Monday, June 1, 2009

Now I Know Why

It was only a few short months ago when I would shake my head at people who were continuously complaining about all their pregnancy ailments. I wanted to be pregnant so bad, and I thought that I would enjoy the symptoms whatever they were. Now I understand. My breasts have been super incredibly sore for over 6 weeks, and I have heard that it doesn't go away. I have started having diarrhea in the mornings while I'm eating breakfast-not before or after, always during. And starting on Saturday you could say I have typical morning sickness. It is nice to know that this means I am a normal pregnant person, and the first few weeks I liked it, because it meant that I was pregnant, but now, I hate being miserable. I'm not sick enough to stay home from work, I'm only sick enough that I want to complain about it. I haven't thrown up yet, but I have certainly felt like it for the past 3 days. I am starting to count down the days until our first appointment on June 10. Maybe they will have something amazingly wonderful to say that will make it all better. In the mean time I suffer in silence, because there aren't very many people who know we're pregnant.

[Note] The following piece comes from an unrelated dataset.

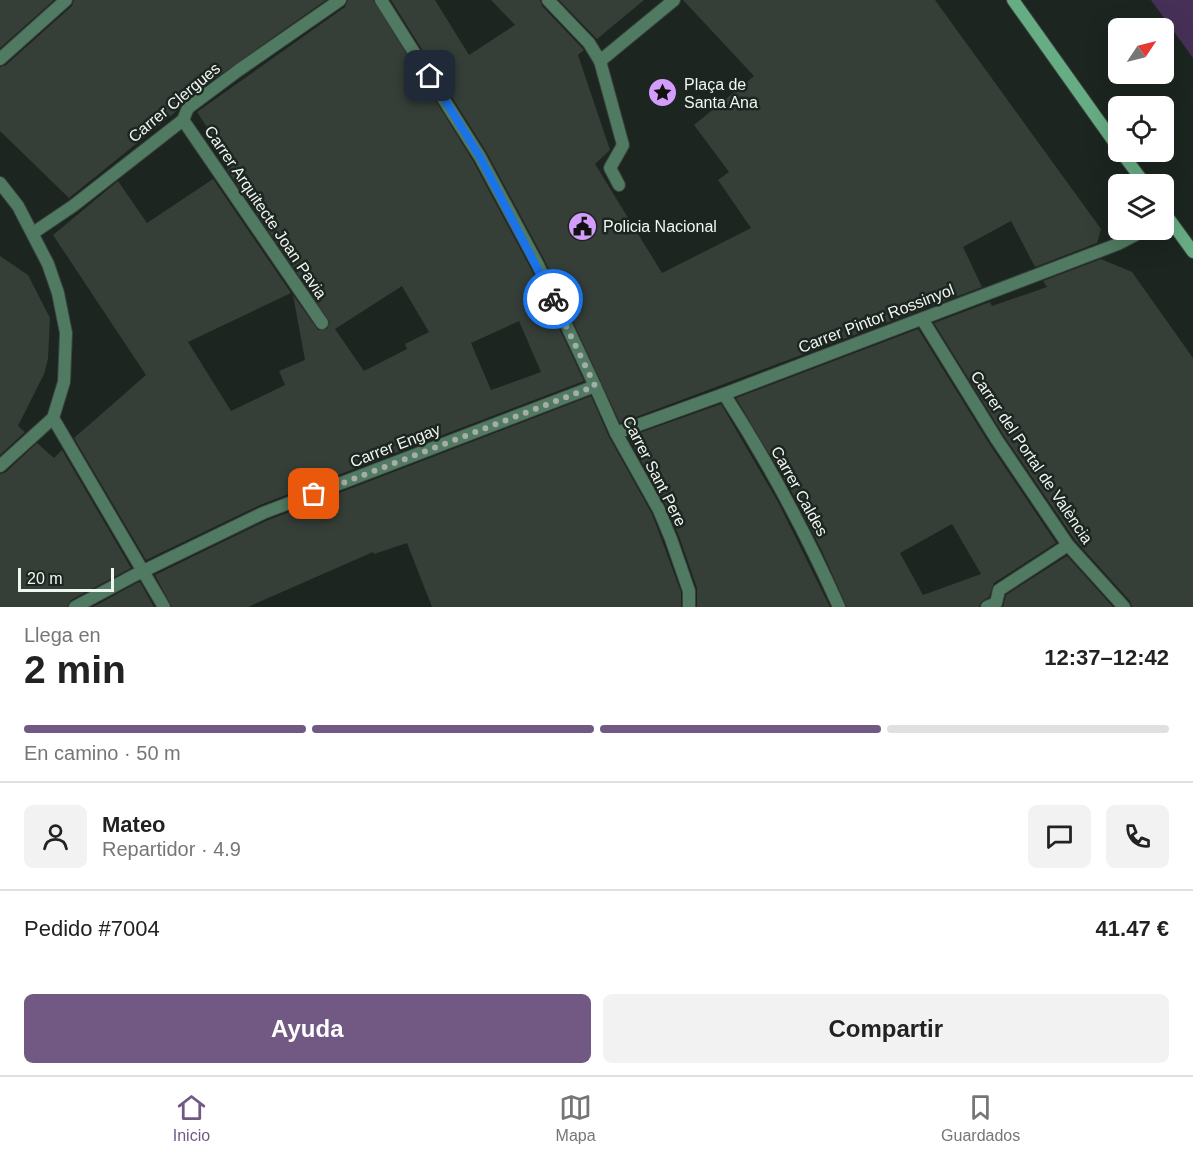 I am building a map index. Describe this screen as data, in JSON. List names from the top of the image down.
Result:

Don't know if I mentioned this or not, but we ordered t-shirts for everyone in our immediate families stating their new status'. Aunt Emily, Aunt Rachel, Aunt Casie, Uncle Gerrit, Grandpa Phil, Grandpa Benny, Grandma Debbie, Grandma Mary Lou. I think they are so cute, I can't wait for them to get here. We still haven't figured out how to tell my parents yet since we won't see them for Father's Day.